Pero, por otro lado, se está dando lo que se ha llamado "la gran renuncia". Más de 10 millones de trabajadores han dimitido de sus puestos, en lo que Robert Reich, el secretario de Trabajo en la administración Clinton, ha calificado como "una huelga general informal". Publicaciones como Harvard Business Review ya han dedicado estudios al tema en los que se ha detectado que el grupo mayoritario a dejar el trabajo eran empleados de 30 a 45 años, especialmente del sector tecnológico y médico. Además de la mayor carga laboral y las presiones de este periodo, las ofertas de otras empresas para trabajar a distancia inducen a estos empleados el cambio. Teletrabajar ha demostrado que se puede "mantener la tasa de productividad haciendo menos", según el profesor de la universidad de Texas, Anthony Klotz. Los empleados renuncian a volver a sus oficinas, traslados diarios y jornadas maratonianas si lo pueden evitar.

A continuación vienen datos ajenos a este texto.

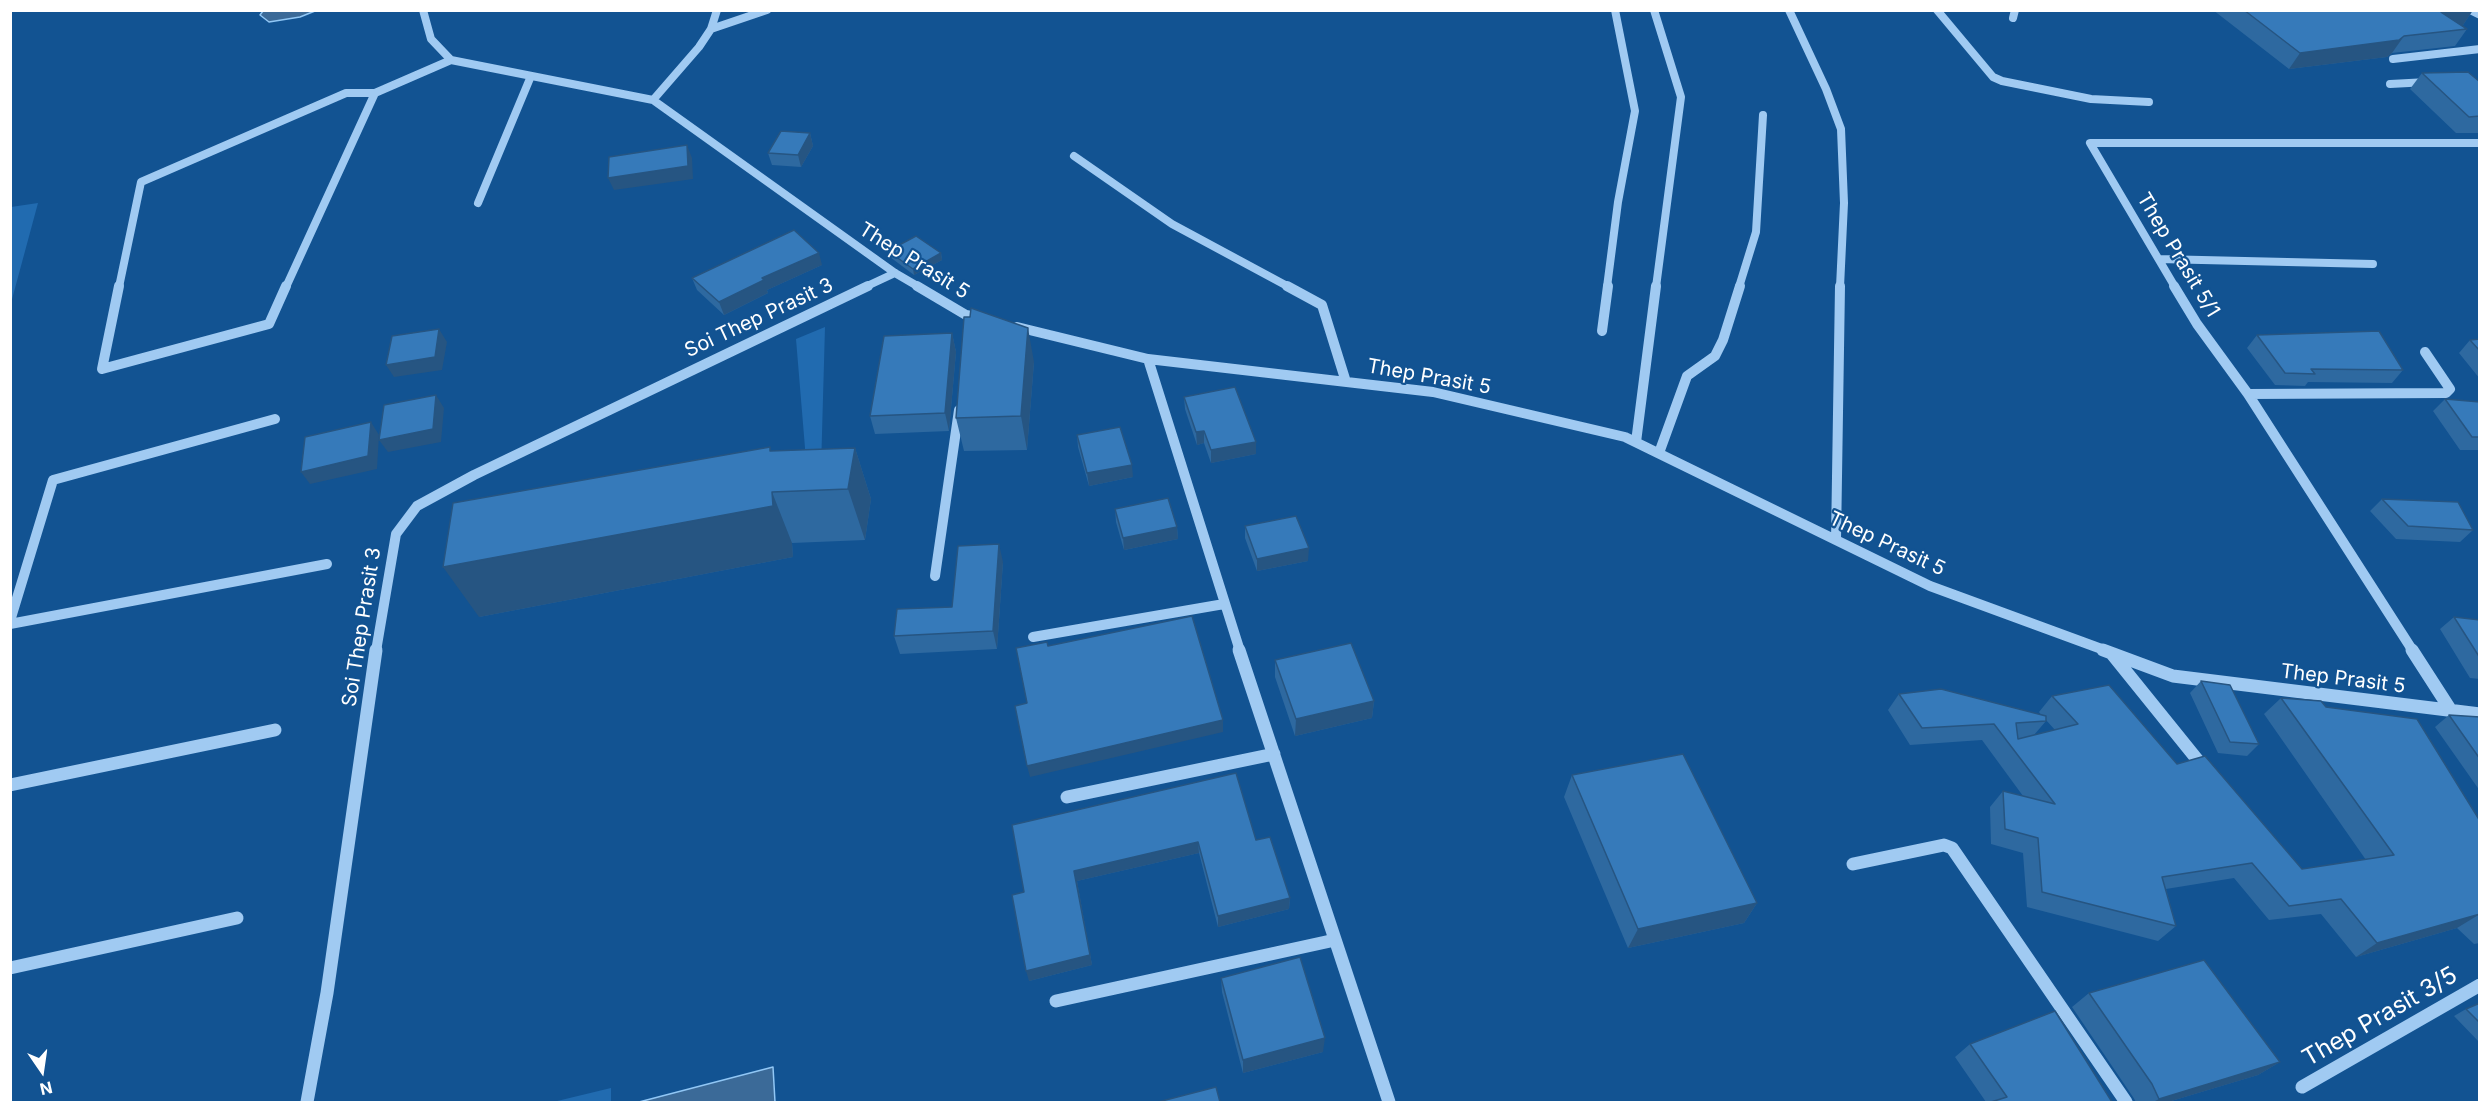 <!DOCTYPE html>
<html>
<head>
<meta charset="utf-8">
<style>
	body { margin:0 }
	#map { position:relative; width:2490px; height:1113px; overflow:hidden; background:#125392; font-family:Inter,sans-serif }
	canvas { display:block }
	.frame { position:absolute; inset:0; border:12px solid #fff; pointer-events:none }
	.north { position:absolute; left:12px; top:1041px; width:60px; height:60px; -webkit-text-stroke:4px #125392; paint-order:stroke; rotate:167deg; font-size:16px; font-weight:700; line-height:24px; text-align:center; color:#fff }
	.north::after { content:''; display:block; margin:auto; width:21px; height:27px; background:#fff; clip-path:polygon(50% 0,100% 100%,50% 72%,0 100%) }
</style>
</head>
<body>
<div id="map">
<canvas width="2490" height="1113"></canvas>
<div class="frame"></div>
<div class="north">N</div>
</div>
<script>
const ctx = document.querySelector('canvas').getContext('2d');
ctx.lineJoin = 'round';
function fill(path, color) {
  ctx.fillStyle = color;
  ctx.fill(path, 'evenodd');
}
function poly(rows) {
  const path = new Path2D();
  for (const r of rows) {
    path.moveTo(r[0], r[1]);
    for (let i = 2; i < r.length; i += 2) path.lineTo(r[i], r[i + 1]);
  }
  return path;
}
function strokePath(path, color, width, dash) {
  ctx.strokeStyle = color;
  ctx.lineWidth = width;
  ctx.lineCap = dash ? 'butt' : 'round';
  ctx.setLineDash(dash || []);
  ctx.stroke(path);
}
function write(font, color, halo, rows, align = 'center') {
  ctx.font = font + ' Inter,sans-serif';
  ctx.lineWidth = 4.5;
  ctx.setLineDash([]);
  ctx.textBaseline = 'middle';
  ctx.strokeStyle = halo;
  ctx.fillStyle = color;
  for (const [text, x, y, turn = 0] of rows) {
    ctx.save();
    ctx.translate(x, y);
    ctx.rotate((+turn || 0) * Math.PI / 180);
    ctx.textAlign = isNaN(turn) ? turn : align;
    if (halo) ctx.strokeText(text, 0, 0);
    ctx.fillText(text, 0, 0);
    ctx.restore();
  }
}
const green = poly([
	[38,203,11,303,11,207],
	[825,327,821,469,807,472,796,339],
	[611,1088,611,1102,553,1102]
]);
const water = poly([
	[263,11,263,10,315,11,300,17,269,22,260,15,263,11],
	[773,1067,775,1102,639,1102,773,1067]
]);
const minorFar2 = poly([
	[423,10,431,39,451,60,653,100,895,273,919,287],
	[1654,10,1681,97,1656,287],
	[1789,10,1826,89,1841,129,1844,203,1840,287],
	[1937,10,1993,77,2002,81,2091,99,2149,102],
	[2470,10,2480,15],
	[2013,18,2015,10],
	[711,29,767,10],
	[2393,59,2480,49],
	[2390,84,2428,82],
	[375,93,451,60],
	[653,100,699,47,711,29,717,10],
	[1074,156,1172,224,1289,287],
	[478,203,531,76],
	[2159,259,2373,264],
	[119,287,141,182,346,93,375,93],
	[286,287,375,93],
	[865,287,895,273],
	[1607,287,1618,202,1635,111,1615,10],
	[1739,287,1756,232,1763,115],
	[2175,287,2090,143,2480,143]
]);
const minorFar1 = poly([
	[119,286,102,369,269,324,286,286],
	[917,286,966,315,984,319],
	[1287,286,1322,305,1346,382],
	[2174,286,2197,324,2248,394,2413,651],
	[1017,327,1148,359,1433,392,1625,437,1930,586,2107,651],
	[1602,331,1608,286],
	[1148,359,1240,651],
	[2248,394,2446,393,2450,389,2425,352],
	[1636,442,1656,286],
	[1659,453,1687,376,1715,356,1723,340,1740,286],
	[1836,540,1840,286],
	[935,576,959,410],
	[10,621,53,480,275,419],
	[10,624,327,564],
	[1033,637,1224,604],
	[376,651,396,534,417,506,474,475,868,286]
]);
const minor = poly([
	[1239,650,1389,1102],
	[2103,650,2173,676,2480,714],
	[2412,650,2450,709],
	[2112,654,2204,768],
	[10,785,275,730],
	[1067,797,1274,754],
	[1853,864,1944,845,1952,848,2126,1102],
	[10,968,237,918],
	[1056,1001,1335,940],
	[2302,1087,2480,985],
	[307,1102,327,993,376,650]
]);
const wall = poly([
	[2213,10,2473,10,2463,25,2460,25,2467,29,2455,46,2392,53,2387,57,2289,69],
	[2422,73,2480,82,2480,133,2456,133,2410,89],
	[810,133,813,146,801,167,772,165,768,153],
	[888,251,941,253,942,260,914,275,890,257],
	[822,265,767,290,768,293,724,315,697,290,692,278],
	[952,333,956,352,949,431,875,434,870,416],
	[2257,335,2403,370,2392,383,2308,382,2305,386,2275,385,2247,348],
	[2480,339,2480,379,2459,353,2470,340],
	[1034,362,1027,450,964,451,956,418],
	[1184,397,1256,442,1256,454,1211,463,1204,443,1197,445,1185,409],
	[2445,399,2480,402,2480,450,2460,450,2433,411],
	[1077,435,1133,477,1089,486,1078,447],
	[855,448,871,499,865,540,792,543,793,557,479,617,772,451],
	[2382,499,2473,530,2460,542,2396,539,2370,511],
	[1115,509,1177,527,1178,539,1124,550,1116,522],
	[1245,526,1308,561,1257,571,1245,538],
	[1003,562,997,649,900,654,894,636,952,607],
	[2454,617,2480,620,2480,679,2470,678,2440,629],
	[1275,660,1374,701,1372,718,1295,736,1275,677],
	[2201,681,2259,744,2247,756,2218,753,2190,693],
	[1899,694,2041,715,2039,712,2052,696,2177,764,2302,869,2366,860,2264,714,2281,698,2326,707,2480,821,2480,943,2474,944,2457,928,2356,957,2321,914,2269,920,2234,878,2166,889,2176,926,2158,941,2027,907,2023,853,1991,844,1990,807,2003,791,2023,796,1982,740,1910,745,1888,710],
	[2046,720,2055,730,2034,735,2046,721],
	[2449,715,2480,717,2480,791,2435,727],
	[1572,775,1757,903,1744,923,1628,948,1564,797],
	[1012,825,1256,840,1290,898,1289,909,1218,927,1199,853,1077,881,1092,965,1029,981,1024,892],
	[1221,978,1323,1052,1243,1073,1222,992],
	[2089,993,2280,1062,2258,1075,2168,1102,2136,1102,2133,1097,2072,1007],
	[2480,1003,2480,1043,2454,1016,2466,1009],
	[1970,1044,2112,1102,1986,1102,1955,1057]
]);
const shadedWall = poly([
	[2456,10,2473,10,2463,25,2429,29,2441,12],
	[2404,36,2392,53,2387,57,2289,69,2300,53],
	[810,133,813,146,801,167,798,155],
	[687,145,692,158,693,179,614,190,608,178],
	[819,253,822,265,767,290,768,293,724,315,719,302,762,278],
	[941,253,942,260,914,275,913,269],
	[1028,328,1034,362,1027,450,1021,416],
	[439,329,447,342,442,370,394,377,386,365],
	[952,333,956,352,949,431,945,413],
	[436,395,444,408,441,442,388,452,379,440],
	[371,422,379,435,377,469,310,484,301,472],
	[1204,431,1204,443,1197,445,1196,432],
	[1256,442,1256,454,1211,463,1211,450],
	[855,448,871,499,865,540,848,489],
	[1132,465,1133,477,1089,486,1087,473],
	[772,492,792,543,793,557,479,617,443,567],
	[1177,527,1178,539,1124,550,1123,538],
	[999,544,1003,562,997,649,993,631],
	[1309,548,1308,561,1257,571,1257,559],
	[1374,701,1372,718,1295,736,1296,719],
	[1223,720,1223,732,1030,777,1027,766],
	[1198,842,1199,853,1077,881,1092,965,1029,981,1026,971,1074,871],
	[1290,898,1289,909,1218,927,1218,916],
	[1757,903,1744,923,1628,948,1638,929],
	[2480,914,2457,928,2356,957,2377,943],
	[1325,1038,1323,1052,1243,1073,1243,1060],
	[2280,1062,2258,1075,2168,1102,2153,1102,2159,1099]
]);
const building = poly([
	[2244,10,2456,10,2441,12,2467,29,2404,36,2399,40,2300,53,2244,10],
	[2468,72,2480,82,2480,116,2469,117,2422,73,2468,72],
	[781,131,810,133,798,155,768,153,781,131],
	[687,145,688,166,608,178,609,157,687,145],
	[794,230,819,253,762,278,764,280,719,302,692,278,794,230],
	[916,236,941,253,913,269,888,251,916,236],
	[971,308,1028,328,1021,416,956,418,964,317,970,317,971,308],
	[439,329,435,357,386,365,392,336,439,329],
	[2379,331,2403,370,2311,369,2315,374,2285,373,2257,335,2379,331],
	[952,333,945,413,870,416,884,336,952,333],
	[2480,339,2480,351,2470,340,2480,339],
	[1235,387,1256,442,1211,450,1204,431,1196,432,1184,397,1235,387],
	[436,395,433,429,379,440,384,405,436,395],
	[2445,399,2480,402,2480,437,2472,437,2445,399],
	[371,422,368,456,301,472,305,437,371,422],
	[1120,427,1132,465,1087,473,1077,435,1120,427],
	[770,447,770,451,855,448,848,489,772,492,773,506,443,567,453,503,770,447],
	[1168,498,1177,527,1123,538,1115,509,1168,498],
	[2382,499,2458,502,2473,530,2408,526,2382,499],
	[1296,516,1309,548,1257,559,1245,526,1296,516],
	[999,544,993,631,894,636,897,609,952,607,958,546,999,544],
	[1192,616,1223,720,1027,766,1015,706,1027,703,1016,648,1047,642,1048,646,1192,616],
	[2454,617,2480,620,2480,658,2454,617],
	[1351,643,1374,701,1296,719,1275,660,1351,643],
	[2201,681,2230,685,2259,744,2230,742,2201,681],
	[2109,685,2177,764,2205,756,2302,869,2394,855,2281,698,2321,701,2326,707,2417,719,2480,821,2480,914,2377,943,2341,899,2289,906,2252,863,2162,877,2176,926,2042,892,2038,838,2005,829,2003,791,2055,804,1994,724,1922,728,1899,694,1941,689,2046,716,2046,721,2016,723,2018,739,2078,724,2052,696,2109,685],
	[2449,715,2480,717,2480,759,2449,715],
	[1683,754,1757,903,1638,929,1572,775,1683,754],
	[1236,773,1256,840,1270,837,1290,898,1218,916,1198,842,1074,871,1090,955,1026,971,1012,895,1024,892,1012,825,1236,773],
	[1300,957,1325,1038,1243,1060,1221,978,1300,957],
	[2204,960,2280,1062,2159,1099,2152,1084,2089,993,2204,960],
	[2480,1003,2480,1023,2466,1009,2480,1003],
	[2055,1011,2112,1102,1991,1102,2007,1097,1970,1044,2055,1011],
	[1216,1087,1220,1102,1158,1102,1216,1087]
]);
const streetNames = [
	["Thep Prasit 5/1",2178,255,59],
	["Thep Prasit 5",914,261,32],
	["Soi Thep Prasit 3",759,318,-25],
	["Thep Prasit 5",1429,377,10],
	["Thep Prasit 5",1887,544,25],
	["Soi Thep Prasit 3",362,627,-81],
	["Thep Prasit 5",2343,679,7]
];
const nearStreetnames = [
	["Thep Prasit 3/5",2380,1017,-30]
];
fill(green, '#216bb0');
fill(water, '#3b6a98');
strokePath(water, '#91c7f5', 1.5);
strokePath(minorFar2, '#a0caf2', 8);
strokePath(minorFar1, '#a0caf2', 10);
strokePath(minor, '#a0caf2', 13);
fill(wall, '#2e69a0');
fill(shadedWall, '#265582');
fill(building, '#367aba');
strokePath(building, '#265582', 1.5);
write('20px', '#fff', '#125392', streetNames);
write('24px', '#fff', '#125392', nearStreetnames);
</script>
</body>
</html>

El correlato político se observó el pasado mes de junio con la comentada exhortación de Biden a los empleadores para que paguen más. Su gobierno aumentó el salario mínimo no sólo a los trabajadores públicos federales, sino también a los autónomos y subcontratados, de 7’25 a 15 dólares a la hora. La cuestión no son tanto los deseos del propio Biden, sino que su administración sabe que los bajos salarios pueden afectar a la recuperación productiva del país frente a China. A esto habría que contraponerle la reticencia del Partido Demócrata, por descontado del Republicano, a recuperar políticas intervencionistas para el sector privado, añadiéndose una importante incógnita a la ecuación.
Parece, no obstante, que este fenómeno dual, desempleados incapaces de acceder a los empleos y alta rotación en sectores de mayor capacitación, se le ha unido la pléyade de huelgas: los mineros de carbón de Alabama, las alimentarias Nabisco y Kellog, técnicos televisivos y cinematográficos, fabricantes de maquinaria como John Deere y los profesionales de la salud de California y Buffalo. Lo que indica que en aquellos sectores donde hay sindicatos la respuesta a las malas condiciones y bajos salarios está siendo colectiva en vez de individual. Para que esta tendencia de búsqueda pase a convertirse en la norma se hace imprescindible la acción sindical organizada, pero en Estados Unidos sólo el 6% de los trabajadores de la empresa privada forman parte de un sindicato.
Lo cierto es que, bajo diferentes formas, asistimos no sólo a una nueva disposición de los trabajadores a buscar una mejor calidad de su empleo, algo que en Estados Unidos se había limitado, en estas últimas décadas, a la competencia individual, sino a un renacido protagonismo de la discusión sobre el trabajo en la vida pública. ¿Volverá el mago a hacerlo desaparecer dentro de su chistera o será él mismo quién desaparezca?